Target, Walmart Join the Flurry of Layoffs
Last week, JCPenney and Macy's reported layoffs and store closings that would save the retailers millions. This week, several more retailers followed suit announcing a flurry of layoffs, including Target, Sprint, Walmart Sam's Club and more.
Typically speaking, because it follows the hectic holiday season, January is a busy month for retailers to announce store closings.

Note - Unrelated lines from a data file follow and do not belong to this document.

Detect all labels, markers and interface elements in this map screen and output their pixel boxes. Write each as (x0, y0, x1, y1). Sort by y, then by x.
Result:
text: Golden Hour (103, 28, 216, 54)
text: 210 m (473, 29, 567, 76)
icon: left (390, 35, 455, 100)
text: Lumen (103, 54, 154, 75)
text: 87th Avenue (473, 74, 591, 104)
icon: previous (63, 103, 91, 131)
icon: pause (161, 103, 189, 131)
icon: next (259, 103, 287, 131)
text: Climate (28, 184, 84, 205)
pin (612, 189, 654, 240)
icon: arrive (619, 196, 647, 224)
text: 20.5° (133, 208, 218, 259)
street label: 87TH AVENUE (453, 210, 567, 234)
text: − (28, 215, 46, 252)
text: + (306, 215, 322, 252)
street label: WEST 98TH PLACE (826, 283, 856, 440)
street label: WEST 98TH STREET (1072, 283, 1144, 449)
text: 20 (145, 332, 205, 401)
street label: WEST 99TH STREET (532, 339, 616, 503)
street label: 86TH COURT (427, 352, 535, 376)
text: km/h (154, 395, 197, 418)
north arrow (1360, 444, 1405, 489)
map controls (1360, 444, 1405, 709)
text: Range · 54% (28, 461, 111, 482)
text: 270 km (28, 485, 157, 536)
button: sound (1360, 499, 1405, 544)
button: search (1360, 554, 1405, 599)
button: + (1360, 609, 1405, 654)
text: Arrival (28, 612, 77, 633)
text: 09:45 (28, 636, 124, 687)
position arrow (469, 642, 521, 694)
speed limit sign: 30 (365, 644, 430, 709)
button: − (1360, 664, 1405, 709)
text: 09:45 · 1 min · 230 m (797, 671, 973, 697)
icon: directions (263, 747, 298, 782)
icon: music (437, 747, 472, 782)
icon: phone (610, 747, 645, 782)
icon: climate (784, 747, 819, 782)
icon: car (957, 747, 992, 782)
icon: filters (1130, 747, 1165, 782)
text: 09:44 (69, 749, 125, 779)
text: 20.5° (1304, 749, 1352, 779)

But this year's closings are indicative of a new trend, triggered by more and more shoppers turning to e-commerce.
At the NRF Big Show in early January, founder and CEO of Caruso Affiliated, Rick Caruso said that without a major reinvention, traditional malls will soon go extinct, noting that he is unaware of an indoor mall that has been built since 2006. "Any time you stop building a product, that's usually the best indication that the customer doesn't want it anymore," he said.
Following JCP's reduction of 2,000 jobs and Macy's reduction of 2,500, Walmart Sam's Club adds 2,300 to the roster. "We realized we had pretty much the same club structure whether a club had $50 million in revenue or $100 million in revenue," said Bill Durling, a spokesman for Sam's Club, of the distribution of assistant managers. "What we're trying to do is balance our resources."
Embroiled in a data breach that placed well over 100 million customers data at risk, Target has announced that it will shutter 1,175 jobs, including 475 layoffs and some 700 positions that will not be filled. During this difficult time the retailer will offer affected workers at least 45 days severance, though longer-tenured workers may get more, according to Target spokeswoman Molly Snyder.
"Retailing is in a transformative time,'' noted Snyder. "We're making decisions that will help us thrive and grow in the future.''
Sprint retail stores are also joining the flurry, letting go of 300-500 employees. Additional job cuts will occur in Sprint's customer care centers, business sales and other areas, though the number of those layoffs has not been determined, according to reports. The layoffs will affect both management and non-management employees.
But layoffs aren't the only movement that are being seen this month, a series of retailers have also reported store closings. Sears said that it will shutter its flagship store in downtown Chicago in April. It's the latest of about 300 store closures in the U.S. that it has made since 2010. American Eagle will decrease its number of Aerie locations, moving some of its locations back into its main stores, and Aéropostale will close 175 stores over the next few years.